En este escenario reaparece con fuerza una lógica neomercantilista. Las grandes potencias procuran asegurar mercados, cadenas de suministro, tecnologías, fuentes de energía y minerales críticos. Los aranceles, las sanciones, las guerras comerciales y las políticas de relocalización industrial dejan de ser fenómenos aislados: forman parte de una disputa más amplia por posiciones dentro de una economía mundial sometida a crecientes restricciones materiales.
La competencia entre Estados aparece así estrechamente vinculada con la competencia entre capitales. El imperialismo del siglo XXI no se limita al control territorial. También se expresa mediante el dominio tecnológico, financiero, energético y logístico, y mediante la capacidad de apropiarse de recursos localizados en las periferias del sistema.
Desde una perspectiva de clase, esta cuestión adquiere una dimensión todavía más profunda. La escasez no se distribuye democráticamente. Las clases dominantes poseen mayores posibilidades de proteger sus niveles de consumo y trasladar los costos ambientales y económicos hacia las mayorías sociales. La inflación energética y alimentaria, la precarización laboral y el deterioro de las condiciones de vida pueden convertirse en mecanismos mediante los cuales se socializan los costos de una crisis cuya apropiación continúa siendo privada.
Por eso, la llamada transición ecológica tampoco es políticamente neutral. Puede significar una reorganización democrática de la producción y del consumo o, por el contrario, convertirse en una nueva oportunidad para concentrar renta y poder alrededor de los capitales que controlan las tecnologías, los minerales, la energía y las infraestructuras estratégicas.
Esta perspectiva resulta particularmente relevante para Argentina. El país dispone de recursos cuya importancia aumenta en la nueva competencia internacional: hidrocarburos, alimentos, minerales críticos, agua y enormes extensiones de territorio productivo. El problema estratégico no consiste solamente en aumentar las exportaciones o atraer inversiones. La cuestión fundamental es qué lugar ocupa Argentina en la nueva división internacional del trabajo y quién captura la renta derivada de sus recursos.

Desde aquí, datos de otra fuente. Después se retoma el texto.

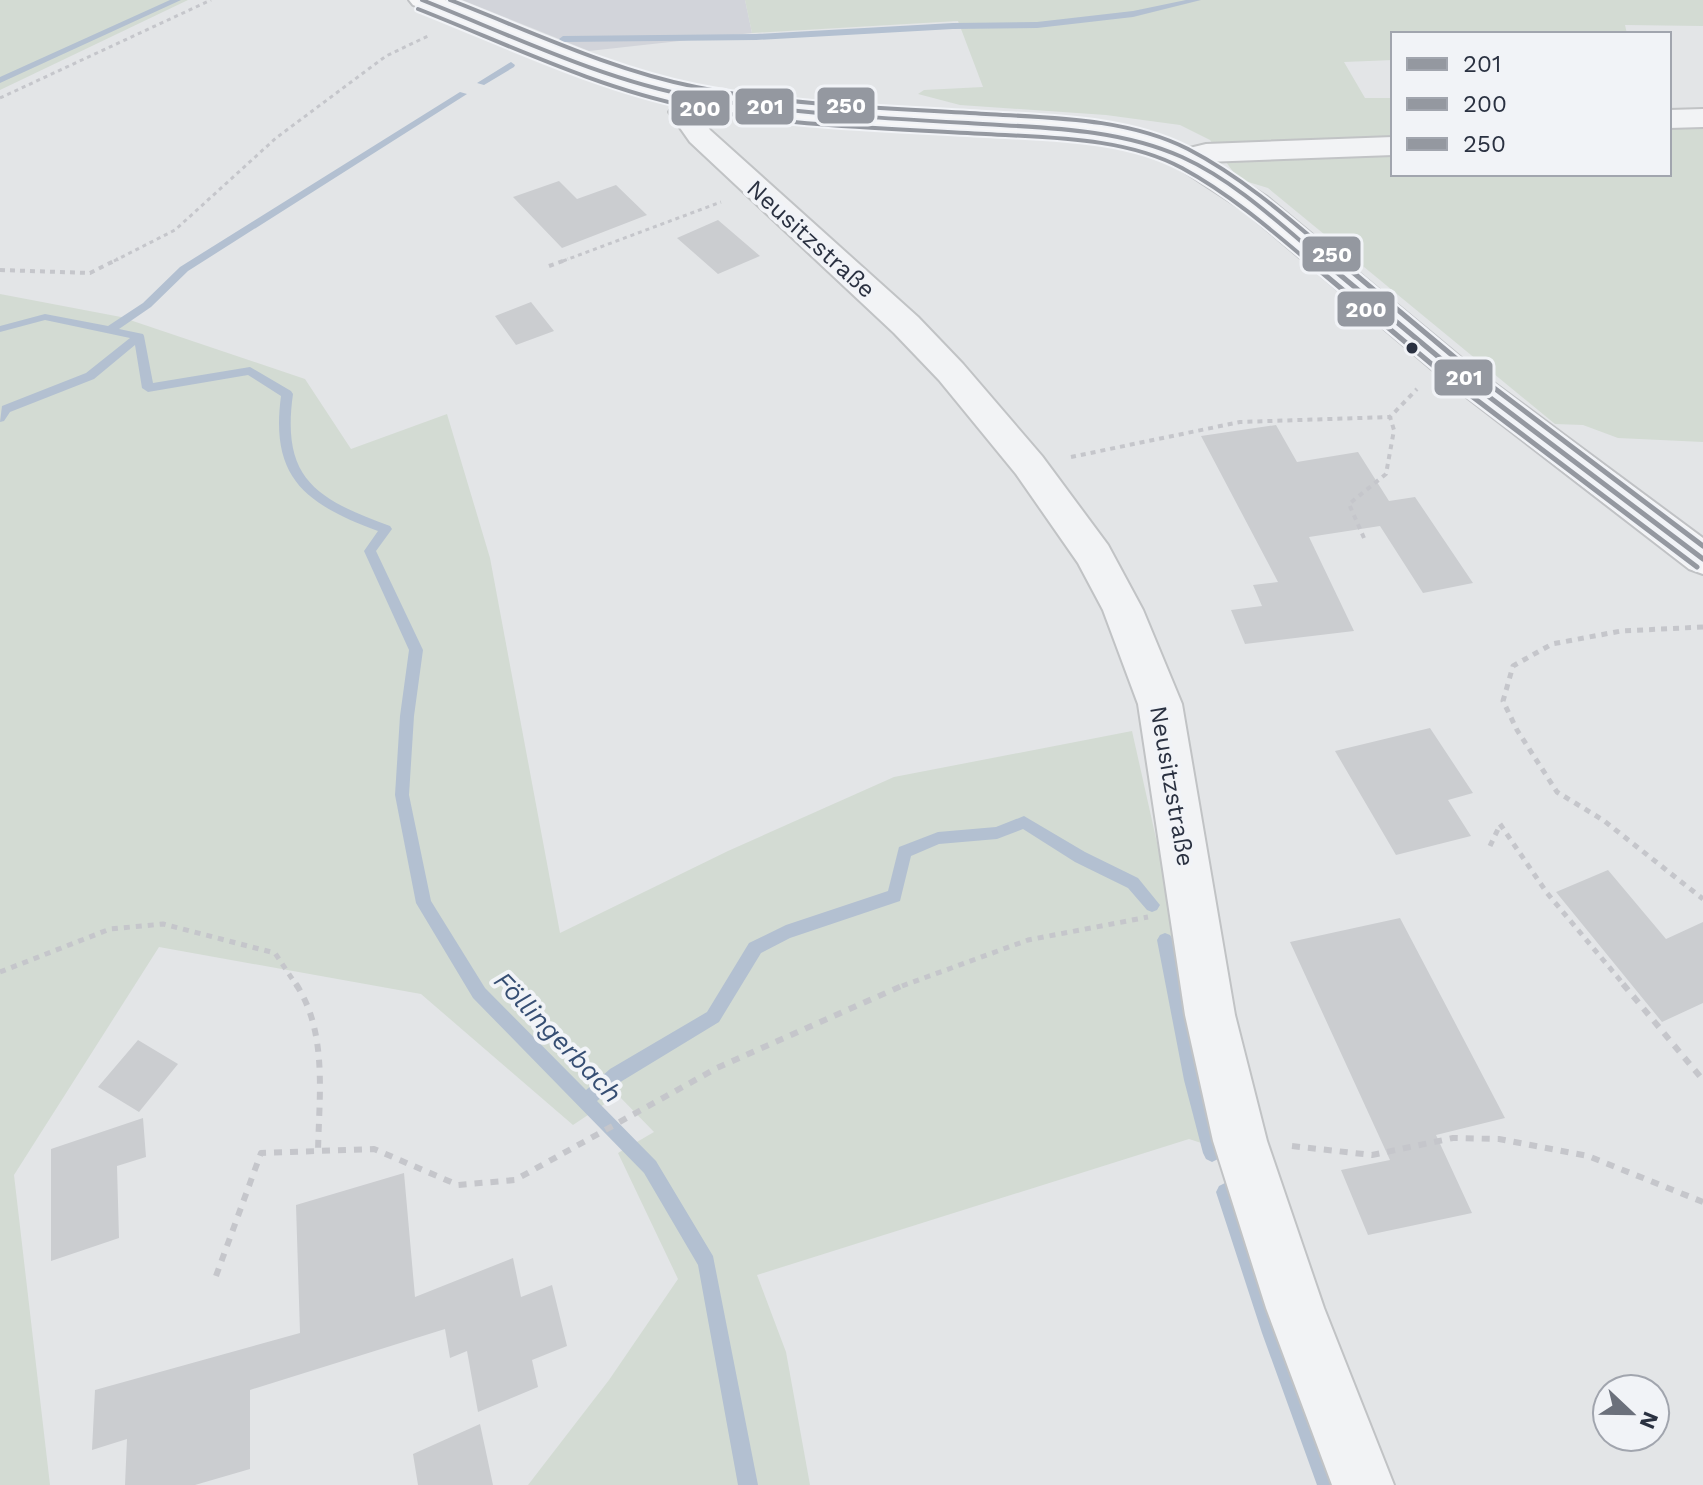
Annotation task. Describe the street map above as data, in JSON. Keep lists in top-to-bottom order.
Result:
{
  "streets": {
    "street": ["Neusitzstraße"]
  },
  "water": ["Föllingerbach"],
  "lines": ["transit line 201", "transit line 250", "transit line 200"],
  "legend": ["201", "200", "250"],
  "north": "right"
}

Existe aquí una contradicción que merece ser discutida. Mientras las principales potencias despliegan políticas destinadas a proteger sus industrias, garantizar energía, controlar tecnologías y asegurar cadenas de abastecimiento, las economías periféricas pueden ser inducidas a profundizar su especialización primaria. En nombre de la apertura y de la competitividad, pueden terminar ofreciendo justamente aquello que las potencias necesitan: recursos naturales baratos y rentas extraordinarias para el capital transnacional.
El concepto de “mundo lleno” obliga, entonces, a abandonar una visión ingenua de la globalización. En un planeta sometido a límites materiales, la disputa por los recursos se convierte necesariamente en una disputa por el poder.
La cuestión argentina no debería formularse únicamente en términos de cuánto capital extranjero puede atraer el país, sino de qué proyecto nacional permite transformar sus recursos estratégicos en capacidad de desarrollo, soberanía tecnológica, empleo y bienestar social.
El problema central del siglo XXI no será solamente producir más. Será decidir para quién, bajo qué relaciones de propiedad y con qué costos sociales y ambientales se produce.
Como advierte la perspectiva desarrollada por Garzón, el “mundo lleno” modifica las condiciones de reproducción del capitalismo. Y en ese nuevo escenario, la vieja pregunta sobre la distribución de la riqueza adquiere una dimensión geopolítica: quien controle los recursos estratégicos tendrá una posición privilegiada para definir el futuro del sistema mundial.